Charley Hull, at 17-year-old the youngest player in Solheim Cup history, capped off her amazing week by demolishing Paula Creamer in a match that set the tone for Europe. Carlota Ciganda of Spain handed Morgan Pressel her first lost in singles in four appearances to go 3-0 for the week.
Not even a 1-hour delay due to lightning in the area could damper this European celebration. Suzann Pettersen was lining up her putt on the 16th hole when she heard the cheers from the 18th, got the news and began pumping her first.
Europe still trails 8-5 in the competition, but this was the first time it has won back-to-back.
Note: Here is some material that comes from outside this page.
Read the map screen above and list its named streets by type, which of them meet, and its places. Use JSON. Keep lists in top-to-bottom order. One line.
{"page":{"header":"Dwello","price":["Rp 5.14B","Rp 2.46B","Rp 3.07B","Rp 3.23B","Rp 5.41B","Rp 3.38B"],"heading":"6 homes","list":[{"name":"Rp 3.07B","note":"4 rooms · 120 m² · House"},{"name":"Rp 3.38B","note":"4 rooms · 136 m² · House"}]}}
"It's a fantastic feeling right now," European captain Liselotte Neumann said. "I'm so proud of them. They played such good golf this week. They just played tremendous golf."
Matthew holed the winning the putt, but the Europeans really won Saturday afternoon when they swept the fourballs matches to build a 10 1/2-5 1/2 lead, matching the largest margin going into yesterday.
Raucous cheering on the first tee raised American hopes of the greatest comeback in Solheim Cup history.
Once they got on the golf course, it was a hopeless cause.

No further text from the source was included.